DIRECTIONS FOR THIS TASK: The response should consist of the records, reproduced exactly.

------------------------------------------------

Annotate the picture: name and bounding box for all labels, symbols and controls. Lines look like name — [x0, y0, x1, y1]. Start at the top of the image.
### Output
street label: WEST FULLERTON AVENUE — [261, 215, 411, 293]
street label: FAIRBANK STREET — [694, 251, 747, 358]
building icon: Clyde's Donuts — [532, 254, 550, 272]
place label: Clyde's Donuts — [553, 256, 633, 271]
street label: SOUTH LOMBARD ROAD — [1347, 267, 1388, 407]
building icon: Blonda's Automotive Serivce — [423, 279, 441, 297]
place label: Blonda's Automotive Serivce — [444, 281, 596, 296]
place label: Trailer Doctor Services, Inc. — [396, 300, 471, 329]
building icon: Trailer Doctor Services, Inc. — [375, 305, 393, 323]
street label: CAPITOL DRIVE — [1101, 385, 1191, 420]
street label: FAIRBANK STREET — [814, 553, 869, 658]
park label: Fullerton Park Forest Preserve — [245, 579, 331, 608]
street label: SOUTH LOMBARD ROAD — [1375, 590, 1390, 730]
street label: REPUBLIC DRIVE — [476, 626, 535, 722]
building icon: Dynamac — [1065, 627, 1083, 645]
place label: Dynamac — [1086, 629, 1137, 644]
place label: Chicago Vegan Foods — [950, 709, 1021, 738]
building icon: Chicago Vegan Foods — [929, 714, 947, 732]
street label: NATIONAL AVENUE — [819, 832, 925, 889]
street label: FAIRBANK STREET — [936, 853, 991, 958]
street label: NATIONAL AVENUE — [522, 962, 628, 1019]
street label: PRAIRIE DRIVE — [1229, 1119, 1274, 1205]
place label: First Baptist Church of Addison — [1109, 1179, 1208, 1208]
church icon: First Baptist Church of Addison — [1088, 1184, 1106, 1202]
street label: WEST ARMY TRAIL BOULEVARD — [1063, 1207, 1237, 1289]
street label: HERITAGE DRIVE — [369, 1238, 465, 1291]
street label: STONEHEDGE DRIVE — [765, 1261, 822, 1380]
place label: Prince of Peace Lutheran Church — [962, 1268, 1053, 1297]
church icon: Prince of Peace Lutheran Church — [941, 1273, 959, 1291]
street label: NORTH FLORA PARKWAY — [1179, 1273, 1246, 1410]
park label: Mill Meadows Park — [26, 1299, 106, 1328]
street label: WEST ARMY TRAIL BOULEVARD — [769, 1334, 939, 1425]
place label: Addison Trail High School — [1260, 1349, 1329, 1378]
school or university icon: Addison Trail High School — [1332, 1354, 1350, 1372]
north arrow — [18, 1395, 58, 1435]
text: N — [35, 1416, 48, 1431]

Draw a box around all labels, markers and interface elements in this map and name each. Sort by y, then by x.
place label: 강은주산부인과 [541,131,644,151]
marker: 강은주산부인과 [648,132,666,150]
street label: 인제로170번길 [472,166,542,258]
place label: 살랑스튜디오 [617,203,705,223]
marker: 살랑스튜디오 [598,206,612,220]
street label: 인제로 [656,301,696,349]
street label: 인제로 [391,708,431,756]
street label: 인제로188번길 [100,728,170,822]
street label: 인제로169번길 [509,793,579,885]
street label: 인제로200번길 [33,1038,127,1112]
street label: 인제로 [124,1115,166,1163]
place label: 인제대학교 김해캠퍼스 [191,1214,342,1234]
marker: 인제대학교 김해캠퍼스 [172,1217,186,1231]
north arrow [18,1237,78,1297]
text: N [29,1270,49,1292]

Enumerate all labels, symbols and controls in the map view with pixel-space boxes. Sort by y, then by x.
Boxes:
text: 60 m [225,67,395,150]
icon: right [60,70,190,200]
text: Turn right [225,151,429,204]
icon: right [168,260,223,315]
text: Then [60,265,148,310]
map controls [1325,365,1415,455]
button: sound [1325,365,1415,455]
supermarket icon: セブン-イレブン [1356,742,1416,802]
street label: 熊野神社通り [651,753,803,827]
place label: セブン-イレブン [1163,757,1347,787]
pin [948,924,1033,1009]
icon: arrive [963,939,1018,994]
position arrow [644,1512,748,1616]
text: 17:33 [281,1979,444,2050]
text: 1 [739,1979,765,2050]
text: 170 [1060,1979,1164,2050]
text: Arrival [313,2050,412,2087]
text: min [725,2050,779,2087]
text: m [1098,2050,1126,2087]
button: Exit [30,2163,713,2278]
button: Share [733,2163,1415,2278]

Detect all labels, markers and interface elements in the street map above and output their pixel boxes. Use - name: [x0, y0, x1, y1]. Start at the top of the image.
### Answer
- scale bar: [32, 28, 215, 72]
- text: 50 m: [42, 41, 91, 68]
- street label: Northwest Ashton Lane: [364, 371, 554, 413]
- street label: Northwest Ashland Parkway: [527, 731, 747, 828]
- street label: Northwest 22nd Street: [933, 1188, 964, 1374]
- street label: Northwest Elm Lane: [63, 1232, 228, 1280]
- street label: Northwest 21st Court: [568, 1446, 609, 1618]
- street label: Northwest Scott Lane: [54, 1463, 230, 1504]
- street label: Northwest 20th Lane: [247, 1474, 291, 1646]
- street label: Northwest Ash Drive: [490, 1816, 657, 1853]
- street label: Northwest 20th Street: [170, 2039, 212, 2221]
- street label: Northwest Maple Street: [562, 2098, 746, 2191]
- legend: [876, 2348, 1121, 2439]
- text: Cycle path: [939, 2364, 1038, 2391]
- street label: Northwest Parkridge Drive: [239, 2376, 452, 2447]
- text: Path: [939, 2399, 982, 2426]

------------------------------------------------

WRITTEN SOLUTION:
Annotate the picture: name and bounding box for all labels, symbols and controls. Lines look like name — [x0, y0, x1, y1]. Start at the top of the image.
### Output
street label: WEST FULLERTON AVENUE — [261, 215, 411, 293]
street label: FAIRBANK STREET — [694, 251, 747, 358]
building icon: Clyde's Donuts — [532, 254, 550, 272]
place label: Clyde's Donuts — [553, 256, 633, 271]
street label: SOUTH LOMBARD ROAD — [1347, 267, 1388, 407]
building icon: Blonda's Automotive Serivce — [423, 279, 441, 297]
place label: Blonda's Automotive Serivce — [444, 281, 596, 296]
place label: Trailer Doctor Services, Inc. — [396, 300, 471, 329]
building icon: Trailer Doctor Services, Inc. — [375, 305, 393, 323]
street label: CAPITOL DRIVE — [1101, 385, 1191, 420]
street label: FAIRBANK STREET — [814, 553, 869, 658]
park label: Fullerton Park Forest Preserve — [245, 579, 331, 608]
street label: SOUTH LOMBARD ROAD — [1375, 590, 1390, 730]
street label: REPUBLIC DRIVE — [476, 626, 535, 722]
building icon: Dynamac — [1065, 627, 1083, 645]
place label: Dynamac — [1086, 629, 1137, 644]
place label: Chicago Vegan Foods — [950, 709, 1021, 738]
building icon: Chicago Vegan Foods — [929, 714, 947, 732]
street label: NATIONAL AVENUE — [819, 832, 925, 889]
street label: FAIRBANK STREET — [936, 853, 991, 958]
street label: NATIONAL AVENUE — [522, 962, 628, 1019]
street label: PRAIRIE DRIVE — [1229, 1119, 1274, 1205]
place label: First Baptist Church of Addison — [1109, 1179, 1208, 1208]
church icon: First Baptist Church of Addison — [1088, 1184, 1106, 1202]
street label: WEST ARMY TRAIL BOULEVARD — [1063, 1207, 1237, 1289]
street label: HERITAGE DRIVE — [369, 1238, 465, 1291]
street label: STONEHEDGE DRIVE — [765, 1261, 822, 1380]
place label: Prince of Peace Lutheran Church — [962, 1268, 1053, 1297]
church icon: Prince of Peace Lutheran Church — [941, 1273, 959, 1291]
street label: NORTH FLORA PARKWAY — [1179, 1273, 1246, 1410]
park label: Mill Meadows Park — [26, 1299, 106, 1328]
street label: WEST ARMY TRAIL BOULEVARD — [769, 1334, 939, 1425]
place label: Addison Trail High School — [1260, 1349, 1329, 1378]
school or university icon: Addison Trail High School — [1332, 1354, 1350, 1372]
north arrow — [18, 1395, 58, 1435]
text: N — [35, 1416, 48, 1431]

Draw a box around all labels, markers and interface elements in this map and name each. Sort by y, then by x.
place label: 강은주산부인과 [541,131,644,151]
marker: 강은주산부인과 [648,132,666,150]
street label: 인제로170번길 [472,166,542,258]
place label: 살랑스튜디오 [617,203,705,223]
marker: 살랑스튜디오 [598,206,612,220]
street label: 인제로 [656,301,696,349]
street label: 인제로 [391,708,431,756]
street label: 인제로188번길 [100,728,170,822]
street label: 인제로169번길 [509,793,579,885]
street label: 인제로200번길 [33,1038,127,1112]
street label: 인제로 [124,1115,166,1163]
place label: 인제대학교 김해캠퍼스 [191,1214,342,1234]
marker: 인제대학교 김해캠퍼스 [172,1217,186,1231]
north arrow [18,1237,78,1297]
text: N [29,1270,49,1292]

Enumerate all labels, symbols and controls in the map view with pixel-space boxes. Sort by y, then by x.
Boxes:
text: 60 m [225,67,395,150]
icon: right [60,70,190,200]
text: Turn right [225,151,429,204]
icon: right [168,260,223,315]
text: Then [60,265,148,310]
map controls [1325,365,1415,455]
button: sound [1325,365,1415,455]
supermarket icon: セブン-イレブン [1356,742,1416,802]
street label: 熊野神社通り [651,753,803,827]
place label: セブン-イレブン [1163,757,1347,787]
pin [948,924,1033,1009]
icon: arrive [963,939,1018,994]
position arrow [644,1512,748,1616]
text: 17:33 [281,1979,444,2050]
text: 1 [739,1979,765,2050]
text: 170 [1060,1979,1164,2050]
text: Arrival [313,2050,412,2087]
text: min [725,2050,779,2087]
text: m [1098,2050,1126,2087]
button: Exit [30,2163,713,2278]
button: Share [733,2163,1415,2278]

Detect all labels, markers and interface elements in the street map above and output their pixel boxes. Use - name: [x0, y0, x1, y1]. Start at the top of the image.
### Answer
- scale bar: [32, 28, 215, 72]
- text: 50 m: [42, 41, 91, 68]
- street label: Northwest Ashton Lane: [364, 371, 554, 413]
- street label: Northwest Ashland Parkway: [527, 731, 747, 828]
- street label: Northwest 22nd Street: [933, 1188, 964, 1374]
- street label: Northwest Elm Lane: [63, 1232, 228, 1280]
- street label: Northwest 21st Court: [568, 1446, 609, 1618]
- street label: Northwest Scott Lane: [54, 1463, 230, 1504]
- street label: Northwest 20th Lane: [247, 1474, 291, 1646]
- street label: Northwest Ash Drive: [490, 1816, 657, 1853]
- street label: Northwest 20th Street: [170, 2039, 212, 2221]
- street label: Northwest Maple Street: [562, 2098, 746, 2191]
- legend: [876, 2348, 1121, 2439]
- text: Cycle path: [939, 2364, 1038, 2391]
- street label: Northwest Parkridge Drive: [239, 2376, 452, 2447]
- text: Path: [939, 2399, 982, 2426]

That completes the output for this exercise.